Records drawn from a dataset

# # # # #

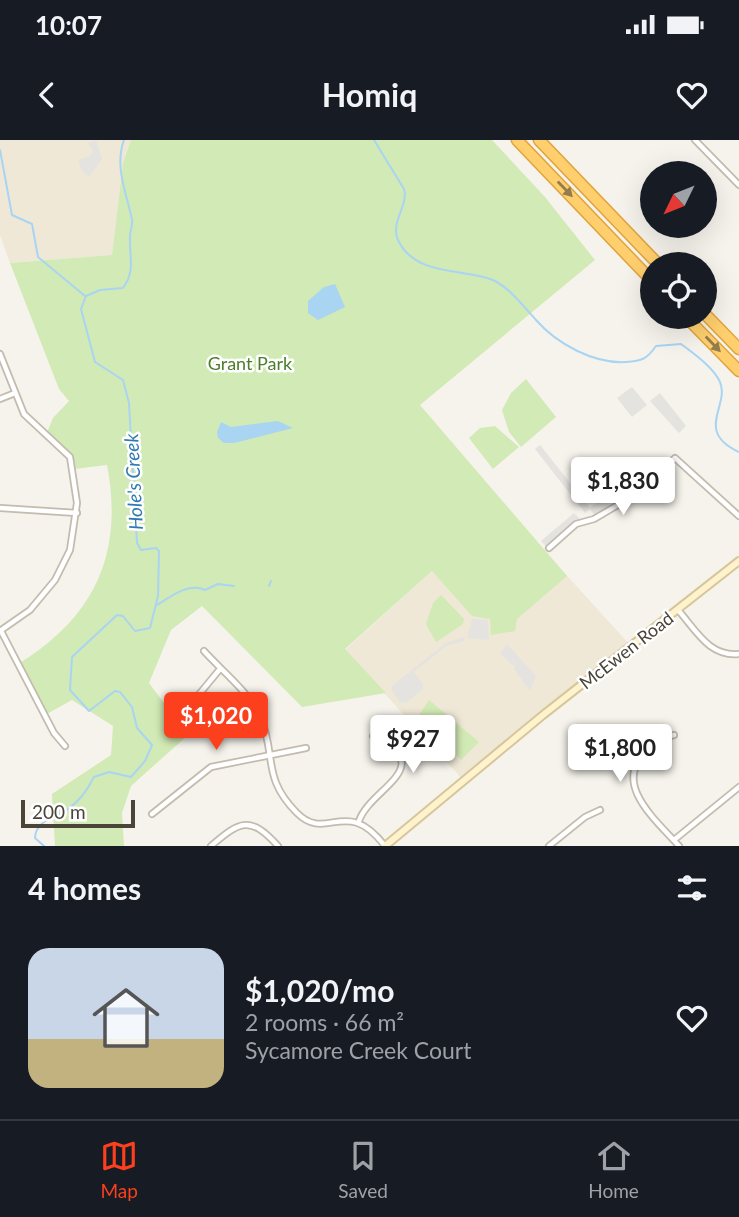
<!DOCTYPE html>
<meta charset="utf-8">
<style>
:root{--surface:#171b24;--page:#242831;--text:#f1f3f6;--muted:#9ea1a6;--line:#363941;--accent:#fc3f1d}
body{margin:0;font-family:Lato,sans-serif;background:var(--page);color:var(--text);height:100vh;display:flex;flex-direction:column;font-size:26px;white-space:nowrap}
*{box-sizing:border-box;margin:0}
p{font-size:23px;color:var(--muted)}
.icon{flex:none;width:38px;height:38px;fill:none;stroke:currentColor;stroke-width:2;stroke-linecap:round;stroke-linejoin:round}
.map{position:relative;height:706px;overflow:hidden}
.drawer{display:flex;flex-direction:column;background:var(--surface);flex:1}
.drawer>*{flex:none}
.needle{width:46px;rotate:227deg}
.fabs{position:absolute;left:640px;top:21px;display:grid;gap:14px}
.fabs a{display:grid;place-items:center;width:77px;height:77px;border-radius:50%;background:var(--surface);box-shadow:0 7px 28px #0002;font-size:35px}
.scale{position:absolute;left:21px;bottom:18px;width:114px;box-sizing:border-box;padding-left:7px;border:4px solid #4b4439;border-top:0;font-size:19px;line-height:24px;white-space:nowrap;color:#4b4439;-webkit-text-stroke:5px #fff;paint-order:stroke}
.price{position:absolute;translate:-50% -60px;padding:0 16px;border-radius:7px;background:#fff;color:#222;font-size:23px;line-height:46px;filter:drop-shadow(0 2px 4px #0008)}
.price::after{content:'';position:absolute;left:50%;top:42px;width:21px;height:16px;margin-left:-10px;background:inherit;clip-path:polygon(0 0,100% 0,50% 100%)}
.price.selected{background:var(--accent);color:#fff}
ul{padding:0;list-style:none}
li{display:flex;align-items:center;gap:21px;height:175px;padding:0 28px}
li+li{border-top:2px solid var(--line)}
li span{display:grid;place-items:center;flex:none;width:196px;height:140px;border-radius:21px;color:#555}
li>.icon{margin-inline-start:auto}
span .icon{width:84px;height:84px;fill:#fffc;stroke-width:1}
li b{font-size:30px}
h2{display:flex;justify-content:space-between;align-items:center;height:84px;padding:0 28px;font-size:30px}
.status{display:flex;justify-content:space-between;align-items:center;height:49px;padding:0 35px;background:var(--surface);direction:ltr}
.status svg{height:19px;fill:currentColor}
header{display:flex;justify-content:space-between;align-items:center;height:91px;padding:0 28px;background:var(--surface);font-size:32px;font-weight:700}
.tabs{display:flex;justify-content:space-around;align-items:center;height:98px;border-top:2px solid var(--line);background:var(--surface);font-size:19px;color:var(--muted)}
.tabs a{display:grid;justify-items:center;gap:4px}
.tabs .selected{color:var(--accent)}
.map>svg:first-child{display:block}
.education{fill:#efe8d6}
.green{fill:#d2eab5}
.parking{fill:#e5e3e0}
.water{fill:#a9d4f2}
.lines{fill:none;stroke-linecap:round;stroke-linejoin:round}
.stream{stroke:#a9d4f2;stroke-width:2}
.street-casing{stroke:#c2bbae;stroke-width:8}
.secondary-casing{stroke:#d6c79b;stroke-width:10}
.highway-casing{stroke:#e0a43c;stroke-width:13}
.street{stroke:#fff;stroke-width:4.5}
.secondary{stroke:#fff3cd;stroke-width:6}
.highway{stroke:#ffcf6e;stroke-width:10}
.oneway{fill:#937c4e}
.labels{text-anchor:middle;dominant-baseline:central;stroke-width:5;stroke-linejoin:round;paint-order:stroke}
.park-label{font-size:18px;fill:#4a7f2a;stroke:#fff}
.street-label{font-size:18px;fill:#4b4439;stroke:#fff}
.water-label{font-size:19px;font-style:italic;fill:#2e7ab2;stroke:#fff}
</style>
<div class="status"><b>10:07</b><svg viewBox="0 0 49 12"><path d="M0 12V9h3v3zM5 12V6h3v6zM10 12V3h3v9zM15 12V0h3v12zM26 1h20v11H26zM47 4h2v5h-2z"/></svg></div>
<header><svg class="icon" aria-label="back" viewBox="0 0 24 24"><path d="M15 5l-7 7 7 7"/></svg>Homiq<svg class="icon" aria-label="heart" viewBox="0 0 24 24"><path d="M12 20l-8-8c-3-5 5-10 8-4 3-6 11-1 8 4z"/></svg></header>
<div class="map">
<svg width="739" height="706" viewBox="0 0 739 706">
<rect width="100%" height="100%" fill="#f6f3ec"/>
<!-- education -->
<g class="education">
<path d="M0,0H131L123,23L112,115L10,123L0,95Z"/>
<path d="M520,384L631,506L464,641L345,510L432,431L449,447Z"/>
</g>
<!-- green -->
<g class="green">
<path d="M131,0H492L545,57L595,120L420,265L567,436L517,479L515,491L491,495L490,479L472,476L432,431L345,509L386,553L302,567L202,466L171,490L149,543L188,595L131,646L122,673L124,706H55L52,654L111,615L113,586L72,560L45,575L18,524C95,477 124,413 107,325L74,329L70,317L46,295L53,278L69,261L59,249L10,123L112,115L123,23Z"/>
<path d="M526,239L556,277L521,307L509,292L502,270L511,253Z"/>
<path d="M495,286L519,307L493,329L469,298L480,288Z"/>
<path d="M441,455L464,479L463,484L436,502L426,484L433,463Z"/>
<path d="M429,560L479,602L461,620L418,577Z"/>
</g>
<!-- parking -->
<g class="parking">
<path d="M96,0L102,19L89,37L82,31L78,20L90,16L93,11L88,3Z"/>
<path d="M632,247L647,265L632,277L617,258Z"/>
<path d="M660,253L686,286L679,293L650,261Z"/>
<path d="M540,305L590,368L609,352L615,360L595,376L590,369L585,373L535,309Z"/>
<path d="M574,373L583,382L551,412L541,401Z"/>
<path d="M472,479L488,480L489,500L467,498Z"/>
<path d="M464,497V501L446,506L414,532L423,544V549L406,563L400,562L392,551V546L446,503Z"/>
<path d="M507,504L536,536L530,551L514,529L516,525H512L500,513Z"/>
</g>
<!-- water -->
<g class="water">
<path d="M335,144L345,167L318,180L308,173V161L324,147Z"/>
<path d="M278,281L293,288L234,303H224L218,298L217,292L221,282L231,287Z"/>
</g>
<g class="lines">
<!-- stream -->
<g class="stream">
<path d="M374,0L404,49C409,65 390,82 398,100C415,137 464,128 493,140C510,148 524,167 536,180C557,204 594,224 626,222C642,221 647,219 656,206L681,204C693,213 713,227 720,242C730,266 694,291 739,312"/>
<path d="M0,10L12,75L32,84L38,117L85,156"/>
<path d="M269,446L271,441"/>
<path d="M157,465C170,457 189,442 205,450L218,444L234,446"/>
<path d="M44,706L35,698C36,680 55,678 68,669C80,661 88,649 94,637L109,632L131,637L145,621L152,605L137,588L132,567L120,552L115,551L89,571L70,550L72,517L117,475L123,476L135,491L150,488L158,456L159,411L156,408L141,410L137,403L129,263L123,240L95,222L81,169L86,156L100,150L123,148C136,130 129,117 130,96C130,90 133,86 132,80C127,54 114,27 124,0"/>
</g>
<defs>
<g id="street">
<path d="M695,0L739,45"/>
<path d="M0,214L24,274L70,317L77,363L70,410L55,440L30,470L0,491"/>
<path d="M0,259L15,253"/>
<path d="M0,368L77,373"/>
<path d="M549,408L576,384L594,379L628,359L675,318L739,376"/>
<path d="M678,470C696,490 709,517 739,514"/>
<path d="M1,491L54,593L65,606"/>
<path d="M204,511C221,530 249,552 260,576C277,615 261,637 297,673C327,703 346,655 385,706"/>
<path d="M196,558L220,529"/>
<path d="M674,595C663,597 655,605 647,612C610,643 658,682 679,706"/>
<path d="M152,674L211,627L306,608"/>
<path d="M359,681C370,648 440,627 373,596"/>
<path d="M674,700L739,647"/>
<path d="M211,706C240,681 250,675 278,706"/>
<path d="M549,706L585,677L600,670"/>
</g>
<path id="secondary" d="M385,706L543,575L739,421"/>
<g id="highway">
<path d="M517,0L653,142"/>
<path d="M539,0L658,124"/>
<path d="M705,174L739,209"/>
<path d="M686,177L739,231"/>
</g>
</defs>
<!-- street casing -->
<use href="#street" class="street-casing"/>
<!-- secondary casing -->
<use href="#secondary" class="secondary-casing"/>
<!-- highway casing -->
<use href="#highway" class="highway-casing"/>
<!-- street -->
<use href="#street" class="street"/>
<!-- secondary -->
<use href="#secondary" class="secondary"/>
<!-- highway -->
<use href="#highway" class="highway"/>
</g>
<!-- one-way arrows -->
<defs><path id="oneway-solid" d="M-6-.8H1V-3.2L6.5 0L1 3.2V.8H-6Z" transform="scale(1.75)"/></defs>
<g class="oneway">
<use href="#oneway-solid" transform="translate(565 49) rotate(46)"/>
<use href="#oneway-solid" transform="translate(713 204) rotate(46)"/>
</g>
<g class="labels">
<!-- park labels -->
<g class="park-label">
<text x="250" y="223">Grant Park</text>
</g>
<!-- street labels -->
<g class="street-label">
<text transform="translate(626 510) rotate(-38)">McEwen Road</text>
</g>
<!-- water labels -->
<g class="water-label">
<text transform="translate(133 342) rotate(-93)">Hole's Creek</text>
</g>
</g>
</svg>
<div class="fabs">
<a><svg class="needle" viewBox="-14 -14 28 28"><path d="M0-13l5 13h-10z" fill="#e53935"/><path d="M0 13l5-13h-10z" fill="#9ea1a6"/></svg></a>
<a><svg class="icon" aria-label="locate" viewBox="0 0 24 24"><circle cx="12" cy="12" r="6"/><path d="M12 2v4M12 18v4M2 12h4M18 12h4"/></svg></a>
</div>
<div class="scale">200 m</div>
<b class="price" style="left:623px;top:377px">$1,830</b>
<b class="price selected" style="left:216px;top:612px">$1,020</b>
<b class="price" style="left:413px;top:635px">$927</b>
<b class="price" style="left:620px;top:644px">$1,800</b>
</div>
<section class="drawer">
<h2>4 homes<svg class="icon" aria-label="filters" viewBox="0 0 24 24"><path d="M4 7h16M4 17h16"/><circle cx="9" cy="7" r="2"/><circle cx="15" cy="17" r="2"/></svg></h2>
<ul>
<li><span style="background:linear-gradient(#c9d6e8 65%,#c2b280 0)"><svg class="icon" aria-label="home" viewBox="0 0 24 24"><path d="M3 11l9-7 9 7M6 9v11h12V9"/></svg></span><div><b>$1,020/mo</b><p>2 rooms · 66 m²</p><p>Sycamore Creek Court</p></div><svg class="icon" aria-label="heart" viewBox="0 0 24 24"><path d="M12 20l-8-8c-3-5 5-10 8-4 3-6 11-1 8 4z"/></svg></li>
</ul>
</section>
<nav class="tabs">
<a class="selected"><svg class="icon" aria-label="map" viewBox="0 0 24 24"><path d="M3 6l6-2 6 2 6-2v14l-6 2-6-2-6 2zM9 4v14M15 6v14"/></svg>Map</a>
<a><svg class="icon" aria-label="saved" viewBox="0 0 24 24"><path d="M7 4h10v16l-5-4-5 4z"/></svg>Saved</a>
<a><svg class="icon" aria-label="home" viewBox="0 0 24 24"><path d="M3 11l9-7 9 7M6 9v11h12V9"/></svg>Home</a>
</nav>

# # # # #

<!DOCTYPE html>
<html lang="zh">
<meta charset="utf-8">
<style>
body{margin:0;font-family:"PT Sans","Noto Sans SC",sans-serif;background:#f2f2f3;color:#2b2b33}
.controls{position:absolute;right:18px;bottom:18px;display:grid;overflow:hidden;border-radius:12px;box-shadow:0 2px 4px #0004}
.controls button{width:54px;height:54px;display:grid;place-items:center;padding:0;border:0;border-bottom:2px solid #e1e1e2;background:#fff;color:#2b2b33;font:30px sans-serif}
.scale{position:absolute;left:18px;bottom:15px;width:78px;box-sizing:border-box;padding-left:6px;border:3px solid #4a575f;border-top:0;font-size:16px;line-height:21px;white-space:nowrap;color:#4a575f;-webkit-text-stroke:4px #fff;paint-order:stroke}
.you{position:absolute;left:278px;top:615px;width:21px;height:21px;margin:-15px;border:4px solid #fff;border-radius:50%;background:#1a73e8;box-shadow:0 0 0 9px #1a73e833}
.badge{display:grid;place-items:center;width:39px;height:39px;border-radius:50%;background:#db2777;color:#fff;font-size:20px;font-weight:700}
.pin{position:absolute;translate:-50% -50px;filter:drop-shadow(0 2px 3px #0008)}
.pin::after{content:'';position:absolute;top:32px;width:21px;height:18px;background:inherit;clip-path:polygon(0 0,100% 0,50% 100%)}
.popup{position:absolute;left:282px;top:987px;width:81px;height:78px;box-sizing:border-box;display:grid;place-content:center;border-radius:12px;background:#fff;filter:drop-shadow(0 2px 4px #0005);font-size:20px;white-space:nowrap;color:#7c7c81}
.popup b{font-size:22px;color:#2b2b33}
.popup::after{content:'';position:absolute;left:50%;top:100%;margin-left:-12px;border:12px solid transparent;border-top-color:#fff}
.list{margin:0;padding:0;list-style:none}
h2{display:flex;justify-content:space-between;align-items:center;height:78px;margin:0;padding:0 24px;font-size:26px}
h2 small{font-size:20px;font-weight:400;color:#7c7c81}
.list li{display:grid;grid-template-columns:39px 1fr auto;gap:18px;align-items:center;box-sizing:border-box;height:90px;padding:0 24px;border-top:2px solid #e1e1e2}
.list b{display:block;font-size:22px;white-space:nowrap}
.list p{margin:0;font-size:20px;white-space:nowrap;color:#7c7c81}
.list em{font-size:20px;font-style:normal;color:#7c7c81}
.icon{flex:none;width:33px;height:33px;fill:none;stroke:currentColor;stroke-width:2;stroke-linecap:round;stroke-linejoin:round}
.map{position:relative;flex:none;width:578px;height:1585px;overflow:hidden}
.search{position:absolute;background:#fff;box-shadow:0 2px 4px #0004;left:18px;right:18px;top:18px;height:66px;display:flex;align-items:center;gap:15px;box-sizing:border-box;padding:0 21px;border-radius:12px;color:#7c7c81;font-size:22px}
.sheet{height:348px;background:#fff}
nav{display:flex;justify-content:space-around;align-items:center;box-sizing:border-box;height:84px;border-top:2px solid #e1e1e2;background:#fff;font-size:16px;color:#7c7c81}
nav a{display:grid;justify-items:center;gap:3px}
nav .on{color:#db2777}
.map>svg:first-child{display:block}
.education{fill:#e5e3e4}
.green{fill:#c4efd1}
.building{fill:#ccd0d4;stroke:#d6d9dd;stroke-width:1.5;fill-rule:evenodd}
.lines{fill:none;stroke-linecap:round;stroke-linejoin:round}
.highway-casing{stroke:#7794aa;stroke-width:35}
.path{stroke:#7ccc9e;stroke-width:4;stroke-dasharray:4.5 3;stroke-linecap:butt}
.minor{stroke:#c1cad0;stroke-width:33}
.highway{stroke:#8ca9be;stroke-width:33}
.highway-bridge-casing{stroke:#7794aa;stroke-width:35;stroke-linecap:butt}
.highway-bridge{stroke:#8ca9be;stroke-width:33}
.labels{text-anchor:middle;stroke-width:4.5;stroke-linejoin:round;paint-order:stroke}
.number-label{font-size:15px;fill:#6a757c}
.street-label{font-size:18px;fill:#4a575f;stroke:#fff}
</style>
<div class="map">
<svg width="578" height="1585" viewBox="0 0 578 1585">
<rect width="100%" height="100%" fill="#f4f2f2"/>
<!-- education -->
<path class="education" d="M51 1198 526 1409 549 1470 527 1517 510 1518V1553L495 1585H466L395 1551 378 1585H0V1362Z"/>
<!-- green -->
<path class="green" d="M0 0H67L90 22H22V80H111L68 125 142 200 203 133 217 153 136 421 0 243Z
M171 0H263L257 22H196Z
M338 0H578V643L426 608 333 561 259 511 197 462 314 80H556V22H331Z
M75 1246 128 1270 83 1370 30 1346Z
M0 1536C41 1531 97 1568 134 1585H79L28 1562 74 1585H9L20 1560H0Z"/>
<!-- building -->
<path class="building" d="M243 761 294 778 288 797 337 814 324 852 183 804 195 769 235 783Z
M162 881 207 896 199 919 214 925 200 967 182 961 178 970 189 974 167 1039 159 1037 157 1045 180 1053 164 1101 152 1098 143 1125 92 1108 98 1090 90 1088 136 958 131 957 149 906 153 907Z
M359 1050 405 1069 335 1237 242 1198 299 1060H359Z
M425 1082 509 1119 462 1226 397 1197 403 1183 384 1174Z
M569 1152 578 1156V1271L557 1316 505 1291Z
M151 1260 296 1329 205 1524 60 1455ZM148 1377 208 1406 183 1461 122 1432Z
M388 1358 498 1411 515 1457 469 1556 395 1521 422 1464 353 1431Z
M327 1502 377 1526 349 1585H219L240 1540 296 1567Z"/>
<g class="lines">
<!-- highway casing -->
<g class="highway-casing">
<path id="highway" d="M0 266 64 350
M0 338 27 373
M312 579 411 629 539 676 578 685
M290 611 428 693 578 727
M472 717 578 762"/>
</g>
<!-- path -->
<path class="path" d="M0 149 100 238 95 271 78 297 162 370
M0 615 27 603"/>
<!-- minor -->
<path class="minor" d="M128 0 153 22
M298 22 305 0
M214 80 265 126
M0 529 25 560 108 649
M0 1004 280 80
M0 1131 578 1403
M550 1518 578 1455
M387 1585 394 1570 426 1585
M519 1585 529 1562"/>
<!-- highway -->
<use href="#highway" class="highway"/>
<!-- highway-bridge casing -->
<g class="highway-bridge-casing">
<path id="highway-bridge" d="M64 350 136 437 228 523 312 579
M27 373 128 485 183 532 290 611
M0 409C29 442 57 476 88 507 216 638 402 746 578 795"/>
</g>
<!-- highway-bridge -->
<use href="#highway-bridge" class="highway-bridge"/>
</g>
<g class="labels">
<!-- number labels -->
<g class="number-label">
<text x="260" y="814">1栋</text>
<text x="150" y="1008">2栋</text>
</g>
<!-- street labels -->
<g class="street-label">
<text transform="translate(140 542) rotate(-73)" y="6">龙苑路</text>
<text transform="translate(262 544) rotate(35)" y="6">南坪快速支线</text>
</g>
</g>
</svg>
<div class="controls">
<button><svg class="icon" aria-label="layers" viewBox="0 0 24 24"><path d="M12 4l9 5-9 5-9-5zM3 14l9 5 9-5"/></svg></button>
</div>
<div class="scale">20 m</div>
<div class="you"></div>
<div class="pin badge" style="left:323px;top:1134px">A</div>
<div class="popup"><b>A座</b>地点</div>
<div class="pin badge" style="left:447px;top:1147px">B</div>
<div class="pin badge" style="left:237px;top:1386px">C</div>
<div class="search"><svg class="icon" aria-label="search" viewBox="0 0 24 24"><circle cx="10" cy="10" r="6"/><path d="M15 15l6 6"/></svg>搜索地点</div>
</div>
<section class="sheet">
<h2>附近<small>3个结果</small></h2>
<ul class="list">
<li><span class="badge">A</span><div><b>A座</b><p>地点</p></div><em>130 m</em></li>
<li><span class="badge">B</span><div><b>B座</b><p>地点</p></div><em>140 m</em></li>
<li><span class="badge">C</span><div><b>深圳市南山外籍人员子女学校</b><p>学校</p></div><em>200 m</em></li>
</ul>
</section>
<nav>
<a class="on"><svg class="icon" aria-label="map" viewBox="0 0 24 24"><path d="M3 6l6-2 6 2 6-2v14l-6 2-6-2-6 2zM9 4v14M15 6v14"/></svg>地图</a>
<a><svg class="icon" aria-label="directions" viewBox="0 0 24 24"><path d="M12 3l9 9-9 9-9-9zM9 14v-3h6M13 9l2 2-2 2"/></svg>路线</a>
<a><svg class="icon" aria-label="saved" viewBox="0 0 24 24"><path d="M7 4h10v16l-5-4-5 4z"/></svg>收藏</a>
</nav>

# # # # #

* WHAT THE TASK REQUIRES
Find how many lines in the records contain the string "button", then give the number alone.

* SOLUTION
2